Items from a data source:
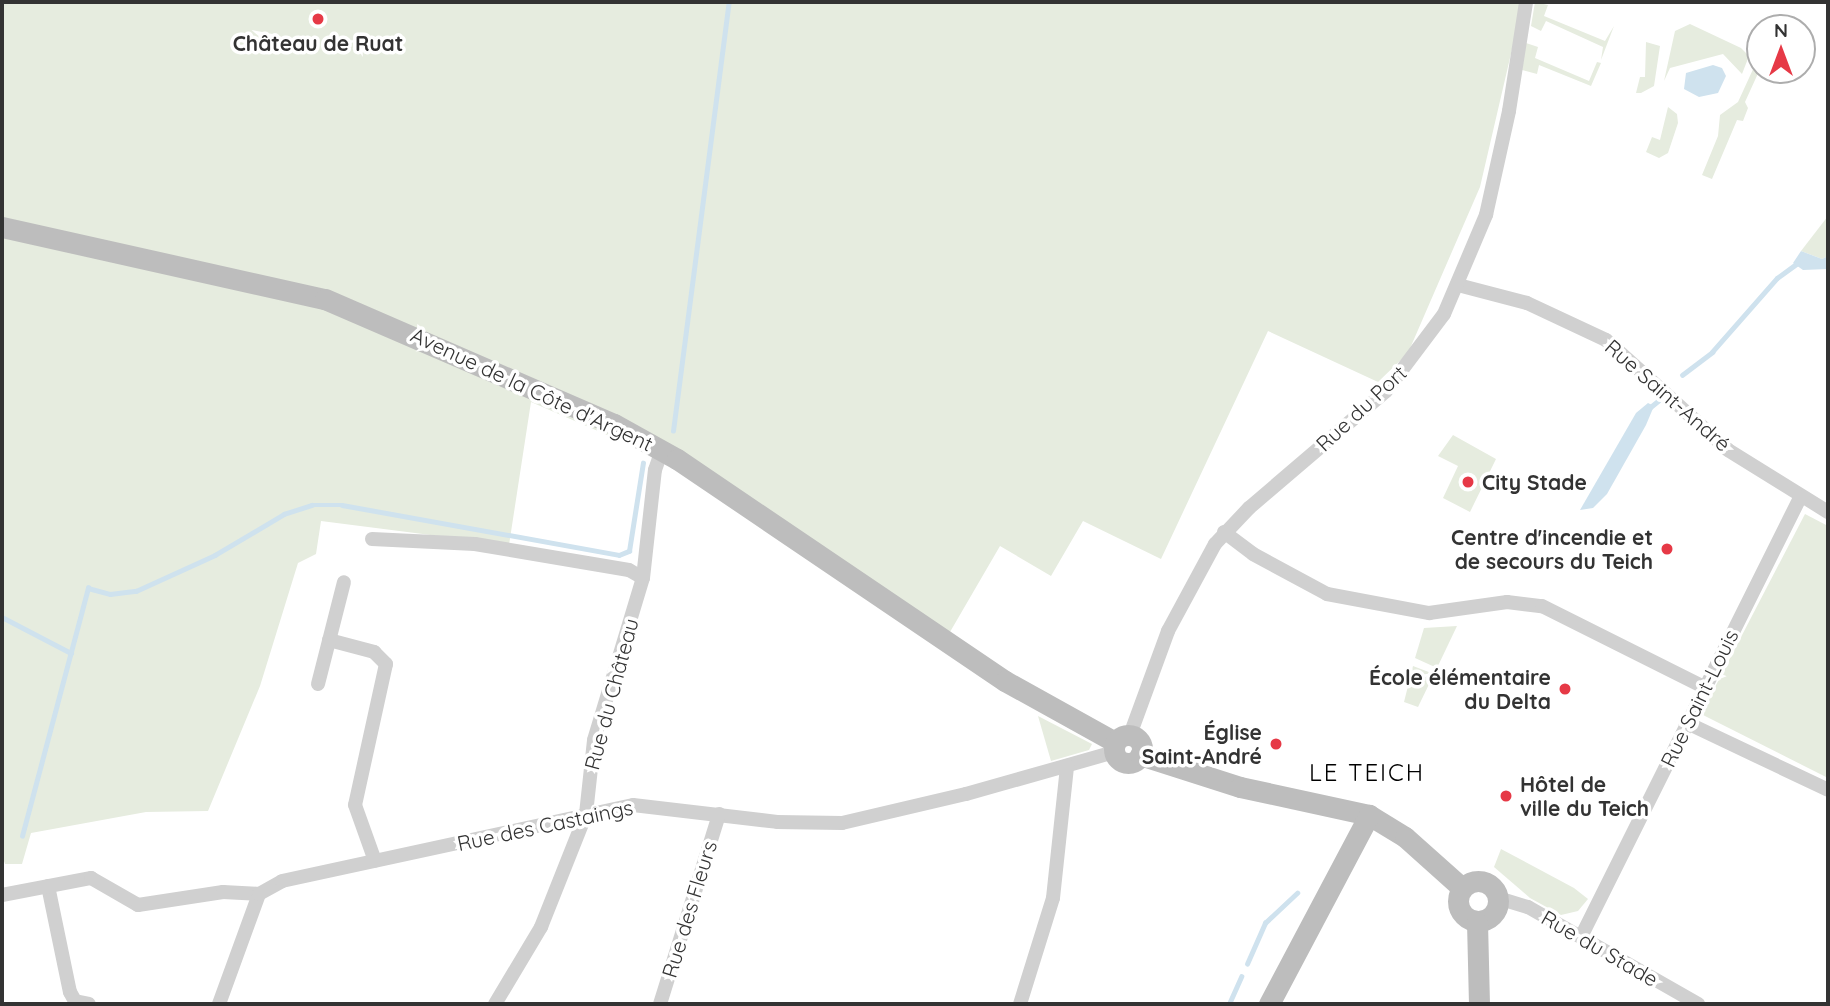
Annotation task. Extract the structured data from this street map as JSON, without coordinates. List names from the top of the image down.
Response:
{
  "streets": {
    "main road": ["Avenue de la Côte d'Argent"],
    "street": [
      "Rue Saint-André",
      "Rue du Port",
      "Rue du Château",
      "Rue Saint-Louis",
      "Rue des Castaings",
      "Rue des Fleurs",
      "Rue du Stade"
    ]
  },
  "crossings": [
    ["Avenue de la Côte d'Argent", "Rue du Port"],
    ["Avenue de la Côte d'Argent", "Rue du Château"],
    ["Avenue de la Côte d'Argent", "Rue des Castaings"],
    ["Rue Saint-André", "Rue du Port"],
    ["Rue Saint-André", "Rue Saint-Louis"],
    ["Rue du Port", "Rue des Castaings"],
    ["Rue du Château", "Rue des Castaings"],
    ["Rue Saint-Louis", "Rue du Stade"],
    ["Rue des Castaings", "Rue des Fleurs"]
  ],
  "districts": ["LE TEICH"],
  "places": [
    "Château de Ruat",
    "City Stade",
    "Centre d'incendie et de secours du Teich",
    "École élémentaire du Delta",
    "Église Saint-André",
    "Hôtel de ville du Teich"
  ],
  "north": "top"
}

--- Exercise directions ---
Return the entries above in full and unchanged, omitting every image.

--- Task answer ---
Annotation task. Extract the structured data from this street map as JSON, without coordinates. List names from the top of the image down.
Response:
{
  "streets": {
    "main road": ["Avenue de la Côte d'Argent"],
    "street": [
      "Rue Saint-André",
      "Rue du Port",
      "Rue du Château",
      "Rue Saint-Louis",
      "Rue des Castaings",
      "Rue des Fleurs",
      "Rue du Stade"
    ]
  },
  "crossings": [
    ["Avenue de la Côte d'Argent", "Rue du Port"],
    ["Avenue de la Côte d'Argent", "Rue du Château"],
    ["Avenue de la Côte d'Argent", "Rue des Castaings"],
    ["Rue Saint-André", "Rue du Port"],
    ["Rue Saint-André", "Rue Saint-Louis"],
    ["Rue du Port", "Rue des Castaings"],
    ["Rue du Château", "Rue des Castaings"],
    ["Rue Saint-Louis", "Rue du Stade"],
    ["Rue des Castaings", "Rue des Fleurs"]
  ],
  "districts": ["LE TEICH"],
  "places": [
    "Château de Ruat",
    "City Stade",
    "Centre d'incendie et de secours du Teich",
    "École élémentaire du Delta",
    "Église Saint-André",
    "Hôtel de ville du Teich"
  ],
  "north": "top"
}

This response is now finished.